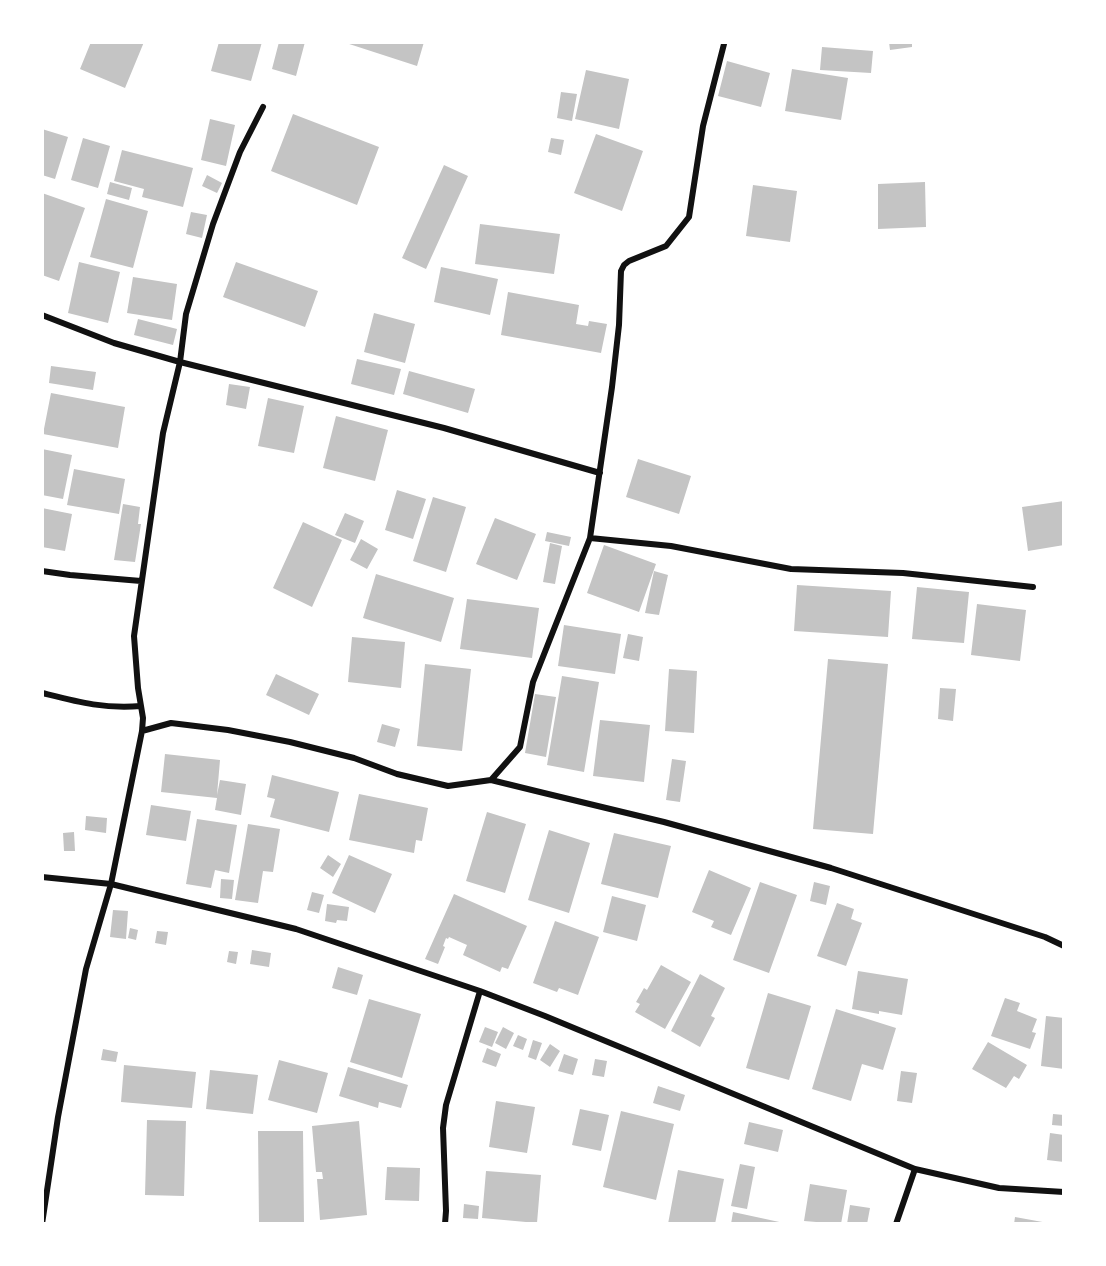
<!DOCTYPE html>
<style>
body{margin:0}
#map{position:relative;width:1106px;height:1266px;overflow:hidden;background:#fff;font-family:Lora,serif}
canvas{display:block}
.frame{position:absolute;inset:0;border:44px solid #fff;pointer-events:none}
</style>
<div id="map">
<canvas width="1106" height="1266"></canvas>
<div class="frame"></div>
</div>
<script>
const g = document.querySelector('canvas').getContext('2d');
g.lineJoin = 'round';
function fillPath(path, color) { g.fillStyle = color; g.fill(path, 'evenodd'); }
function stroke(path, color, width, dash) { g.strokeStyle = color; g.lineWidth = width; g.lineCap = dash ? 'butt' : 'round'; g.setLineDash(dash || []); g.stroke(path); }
const building = new Path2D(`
 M91 42H144L125 88 80 69Z
 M219 42H262L251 81 211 71Z
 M279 42H305L296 76 272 69Z
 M343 42H424L417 66Z
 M889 42H912V47L890 50Z
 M822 47 873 51 871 73 820 70Z
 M727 61 770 73 761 107 718 96Z
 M792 69 848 78 841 120 785 111Z
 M586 70 629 79 619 129 575 119Z
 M561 92 577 94 572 121 557 118Z
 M293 114 379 147 357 205 271 171Z
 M210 119 235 125 226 166 201 160Z
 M42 129 68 137 55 179 42 175Z
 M596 134 643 151 622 211 574 193Z
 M83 138 110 146 98 188 71 180Z
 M551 138 564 140 561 155 548 152Z
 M122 150 193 168 183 207 142 197 144 189 114 181Z
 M444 165 468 176 426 269 402 258Z
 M207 175 222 183 217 193 202 186Z
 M110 182 132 188 129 200 107 194Z
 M925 182 926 227 878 229V184Z
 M753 185 797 191 790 242 746 236Z
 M42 193 85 208 59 281 42 275Z
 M106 199 148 211 133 268 90 257Z
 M191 212 207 215 202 238 186 234Z
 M480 224 560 234 554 274 475 264Z
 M79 262 120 272 108 323 68 313Z
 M236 262 318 291 305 327 223 297Z
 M441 267 498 279 490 315 434 302Z
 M133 277 177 284 172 320 127 313Z
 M508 292 579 305 576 324 588 326 589 321 607 324 601 353 501 335Z
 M374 313 415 324 405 363 364 352Z
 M138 319 177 329 173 345 134 335Z
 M357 359 401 369 394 395 351 384Z
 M51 366 96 372 93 390 49 383Z
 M409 371 475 389 468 413 403 394Z
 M229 384 250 387 246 409 226 405Z
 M51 393 125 407 118 448 43 434Z
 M268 398 304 406 294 453 258 446Z
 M336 416 388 430 375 481 323 468Z
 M42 449 72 455 63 499 42 495Z
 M638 459 691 476 679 514 626 497Z
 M74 469 125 479 119 514 67 505Z
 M397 490 426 499 413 539 385 530Z
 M433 497 466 507 446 572 413 561Z
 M1064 501V545L1028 551 1022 507Z
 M123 504 140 507 138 524H141L135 562 114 560Z
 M42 508 72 514 65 551 42 547Z
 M345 513 364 521 355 543 335 535Z
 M495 518 536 534 517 580 476 564Z
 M303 522 342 540 312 607 273 588Z
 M547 532 571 537 569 546 545 541Z
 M361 539 378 549 367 569 350 560Z
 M550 543 562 546 555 584 543 582Z
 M604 545 656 564 639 612 587 593Z
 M654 571 668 575 659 615 645 613Z
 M376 574 454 598 441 642 363 618Z
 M797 585 891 591 888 637 794 631Z
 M917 587 969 592 964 643 912 639Z
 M467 599 539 608 532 658 460 649Z
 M977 604 1026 610 1020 661 971 655Z
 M564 625 621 634 615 674 558 666Z
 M628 634 643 637 639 661 623 658Z
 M352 637 405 642 401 688 348 682Z
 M828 659 888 664 873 834 813 829Z
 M425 664 471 669 462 751 417 746Z
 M669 669 697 671 694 733 665 731Z
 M276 674 319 694 309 715 266 695Z
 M562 676 599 682 584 772 547 765Z
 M940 688 956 689 953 721 938 719Z
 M535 694 556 697 546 757 525 753Z
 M600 720 650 725 644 782 593 776Z
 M382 724 400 729 395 747 377 742Z
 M165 754 220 760 217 795 220 780 246 784 241 815 215 810 217 798 161 792Z
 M672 759 686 761 680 802 666 800Z
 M272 775 339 792 329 832 270 817 275 799 267 797Z
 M359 794 428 808 422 841 416 840 414 853 349 840Z
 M151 805 191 811 186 841 146 835Z
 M487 812 526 824 505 893 466 881Z
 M86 816 107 818 106 833 85 830Z
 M197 819 237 825 229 873 215 870 211 888 186 884Z
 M248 824 280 829 273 872 263 871 258 903 235 900Z
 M549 830 590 843 569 913 528 900Z
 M74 832 75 851H64L63 833Z
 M614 833 671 846 658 898 601 884Z
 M328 855 341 864 333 877 320 868Z
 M349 855 392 874 375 913 332 893Z
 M709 870 751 888 731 935 711 927 714 921 692 912Z
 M221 879 234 880 232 899 220 898Z
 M760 882 797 895 769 973 733 960Z
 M814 882 830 886 826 905 810 901Z
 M312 892 324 895 319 913 307 910Z
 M454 894 527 926 508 969 502 967 500 972 463 955 467 945 449 937 448 939 446 938 443 946 445 947 438 964 425 959Z
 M612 896 646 905 637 941 603 932Z
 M837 903 854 909 851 919 862 923 846 966 817 956Z
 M327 904 349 907 347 921 337 920 336 923 325 921Z
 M113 910 128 911 126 939 110 937Z
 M555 921 599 937 578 995 559 988 557 992 533 983Z
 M130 928 138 930 136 940 128 938Z
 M157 931 168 932 166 945 155 943Z
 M252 950 271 953 269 967 250 964Z
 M229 951 238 952 236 964 227 962Z
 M661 965 691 982 665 1029 635 1012 640 1004 636 1002 644 988 647 990Z
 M338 967 363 975 357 995 332 988Z
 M858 971 908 979 902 1015 879 1011V1014L852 1009Z
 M700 974 725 988 711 1016 715 1018 700 1047 671 1031Z
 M768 993 811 1006 789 1080 746 1068Z
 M1005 998 1020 1003 1017 1011 1037 1019 1032 1032 1036 1033 1030 1049 991 1036Z
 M369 999 421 1014 402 1078 350 1062Z
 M836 1009 896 1028 883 1070 862 1064 851 1101 812 1089Z
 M1046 1016 1064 1018V1069L1041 1066Z
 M485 1027 498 1032 492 1047 479 1042Z
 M503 1027 514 1033 506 1049 495 1043Z
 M518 1035 527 1039 523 1050 513 1046Z
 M533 1040 542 1043 536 1060 528 1057Z
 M988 1042 1027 1065 1019 1079 1014 1076 1006 1088 972 1069Z
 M550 1044 560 1051 550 1067 540 1060Z
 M487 1048 501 1054 496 1067 482 1062Z
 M103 1049 118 1052 116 1062 101 1060Z
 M564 1054 578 1059 573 1075 558 1071Z
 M595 1059 607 1061 604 1077 592 1075Z
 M279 1060 328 1073 317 1113 268 1100Z
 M124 1065 196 1072 192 1108 121 1102Z
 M348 1067 408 1085 401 1108 379 1102 378 1108 339 1096Z
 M210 1070 258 1075 253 1114 206 1109Z
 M901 1071 917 1073 912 1103 897 1101Z
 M658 1086 685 1095 680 1111 653 1103Z
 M496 1101 535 1107 527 1153 489 1147Z
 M580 1109 609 1115 601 1151 572 1145Z
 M621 1111 674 1124 656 1200 603 1187Z
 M1053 1114 1064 1115V1126L1052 1125Z
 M147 1120 186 1121 184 1196 145 1195Z
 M359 1121 367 1215 320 1220 317 1179H323L322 1172H316L312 1126Z
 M749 1122 783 1130 778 1152 744 1144Z
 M258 1131H303L304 1224H259Z
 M1050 1133 1064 1135V1162L1047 1160Z
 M740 1164 755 1167 747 1209 731 1206Z
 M387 1167 420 1168 419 1201 385 1200Z
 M678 1170 724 1179 715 1224H668Z
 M486 1171 541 1175 537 1223 482 1218Z
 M810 1184 847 1190 841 1224 804 1221Z
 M464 1204 479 1206 478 1219 463 1218Z
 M850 1205 870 1208 867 1224H847Z
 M733 1212 784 1223V1224H731Z
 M1015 1217 1048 1223V1224H1014Z`);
const minor = new Path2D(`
 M42 315 114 343 180 362 444 428 600 473
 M590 538 671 546 791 569 903 573 1033 587
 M42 571 70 575 141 581
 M42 693C78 702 103 709 141 706
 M142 731 171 723 228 730 290 742 354 758 397 774 448 786 491 780 544 793 664 822 831 868 1045 937 1064 946
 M491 780 520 747 533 682 590 538 612 387 619 325 621 271 624 265 629 261 666 246 689 217 703 126 724 44
 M42 877 111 884 296 929 480 991 545 1016 915 1169 999 1188 1064 1192
 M42 1224 58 1117 86 969 111 884 142 731 143 718 138 688 134 636 163 433 180 362 186 314 213 224 240 152 263 107
 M445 1224 446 1211 443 1128 446 1105 480 991
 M896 1224 915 1169`);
fillPath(building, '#c4c4c4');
stroke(minor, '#111', 6);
</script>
—————
Your task: Your response must consist of the lines from the beginning of the data through the line containing "function fillPath(path, color)", transcribed exactly, with no pictures.

Output of the exercise:
<!DOCTYPE html>
<style>
body{margin:0}
#map{position:relative;width:1106px;height:1266px;overflow:hidden;background:#fff;font-family:Lora,serif}
canvas{display:block}
.frame{position:absolute;inset:0;border:44px solid #fff;pointer-events:none}
</style>
<div id="map">
<canvas width="1106" height="1266"></canvas>
<div class="frame"></div>
</div>
<script>
const g = document.querySelector('canvas').getContext('2d');
g.lineJoin = 'round';
function fillPath(path, color) { g.fillStyle = color; g.fill(path, 'evenodd'); }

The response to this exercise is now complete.